Over the past several months, SPM’s board has engaged in a planning effort, as it approaches the fifteenth anniversary of its creation. Our goal is to assess the state of the Participatory Medicine movement and discern where SPM could have its greatest impact in changing the culture of health care so that “patients shift from being mere passengers to responsible drivers of their health, and health care professionals encourage and value them as full partners.” After meeting with dozens of internal and external stakeholders – including many of you – we have conceived an exciting initiative.
Our goal is to create a Participatory Medicine Index that will be able to measure progress toward achieving Participatory Medicine. We plan to develop three separate indexes that will measure patient/caregiver, clinician, and health system progress toward the integration of Participatory Medicine principles into their actions and behaviors. The indexes will be developed sequentially, starting with the patient/caregiver index, then adding the clinician index, followed by the health system index. We envision an annual consistent measurement to allow tracking progress toward Participatory Medicine ideals. We also want to use sample sizes that will support segmenting results regarding such issues as health equity, differences by clinical specialty, use of health technology, and geography.

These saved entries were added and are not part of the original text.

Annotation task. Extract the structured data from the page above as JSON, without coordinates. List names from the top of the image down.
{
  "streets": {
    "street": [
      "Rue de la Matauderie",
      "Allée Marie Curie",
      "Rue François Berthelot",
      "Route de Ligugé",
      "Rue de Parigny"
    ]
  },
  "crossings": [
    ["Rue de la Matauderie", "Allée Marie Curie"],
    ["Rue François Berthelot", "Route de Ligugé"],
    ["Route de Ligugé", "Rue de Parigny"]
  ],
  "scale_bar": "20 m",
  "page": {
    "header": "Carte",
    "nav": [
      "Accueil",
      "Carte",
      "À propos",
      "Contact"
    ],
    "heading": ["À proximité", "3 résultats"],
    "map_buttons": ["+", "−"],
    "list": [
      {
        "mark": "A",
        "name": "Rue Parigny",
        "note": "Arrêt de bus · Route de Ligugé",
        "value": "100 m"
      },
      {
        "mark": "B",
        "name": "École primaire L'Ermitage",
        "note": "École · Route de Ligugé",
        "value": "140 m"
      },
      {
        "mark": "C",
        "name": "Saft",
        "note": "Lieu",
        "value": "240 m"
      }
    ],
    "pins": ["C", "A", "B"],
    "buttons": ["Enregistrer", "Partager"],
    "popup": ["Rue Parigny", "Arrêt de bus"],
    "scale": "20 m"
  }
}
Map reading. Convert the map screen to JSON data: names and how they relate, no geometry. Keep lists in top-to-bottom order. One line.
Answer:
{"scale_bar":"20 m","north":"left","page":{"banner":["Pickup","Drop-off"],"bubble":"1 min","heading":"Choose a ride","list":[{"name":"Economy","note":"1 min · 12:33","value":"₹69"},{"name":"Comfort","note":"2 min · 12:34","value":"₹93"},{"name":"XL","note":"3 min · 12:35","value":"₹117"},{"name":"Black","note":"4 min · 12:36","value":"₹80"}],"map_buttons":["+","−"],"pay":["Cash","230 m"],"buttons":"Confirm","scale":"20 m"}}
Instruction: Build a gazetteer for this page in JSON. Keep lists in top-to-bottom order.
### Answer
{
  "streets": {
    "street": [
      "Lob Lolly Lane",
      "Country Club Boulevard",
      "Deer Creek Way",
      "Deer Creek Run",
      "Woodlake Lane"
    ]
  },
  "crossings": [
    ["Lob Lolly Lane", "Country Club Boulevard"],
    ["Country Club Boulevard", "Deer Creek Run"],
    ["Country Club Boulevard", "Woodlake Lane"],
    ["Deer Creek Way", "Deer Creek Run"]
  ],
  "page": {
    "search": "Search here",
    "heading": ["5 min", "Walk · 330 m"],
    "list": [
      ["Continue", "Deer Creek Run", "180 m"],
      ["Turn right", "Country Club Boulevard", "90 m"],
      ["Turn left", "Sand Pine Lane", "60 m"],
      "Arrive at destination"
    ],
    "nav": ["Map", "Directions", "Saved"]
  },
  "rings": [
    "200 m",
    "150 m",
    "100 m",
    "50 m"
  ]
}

The value delivered by this approach will be that all stakeholders will understand their own participatory behavior against ideals and relative to others to improve Participatory Medicine practices. Each index will ask participants to reflect on their own participatory medicine behavior and practices as well as that of other stakeholders. Progress will be measured regularly to drive awareness, education, and change.
Our review of the state of Participatory Medicine identified notable gaps in current approaches to measuring the performance of health care delivery today that the Participatory Medicine Index can fill. Many existing measures look at patient satisfaction and engagement but focus on transactional aspects of care (e.g., did you wait an acceptable length of time for an appointment?), on patient adherence (e.g., did you understand how to take your medication?) or on gaining market share (e.g., how likely are you to recommend us?).
While those measures are often important, they are not sufficient. They don’t measure the mutually collaborative relationship that should exist between clinician and patient. There are almost no measures of clinician partnership with patients and patient partnership with clinicians. We also found that the institutional context that can support effective patient/clinician partnership is also under measured.
We’ve shared this concept with a number of thought leaders and experts among our membership and outside SPM. Their reactions have been overwhelmingly positive and supportive. We understand that developing and implementing this initiative will be challenging. We believe we have tested the concept enough to share our thinking with you and look forward to collaborating with more SPM members to formulate and test the index.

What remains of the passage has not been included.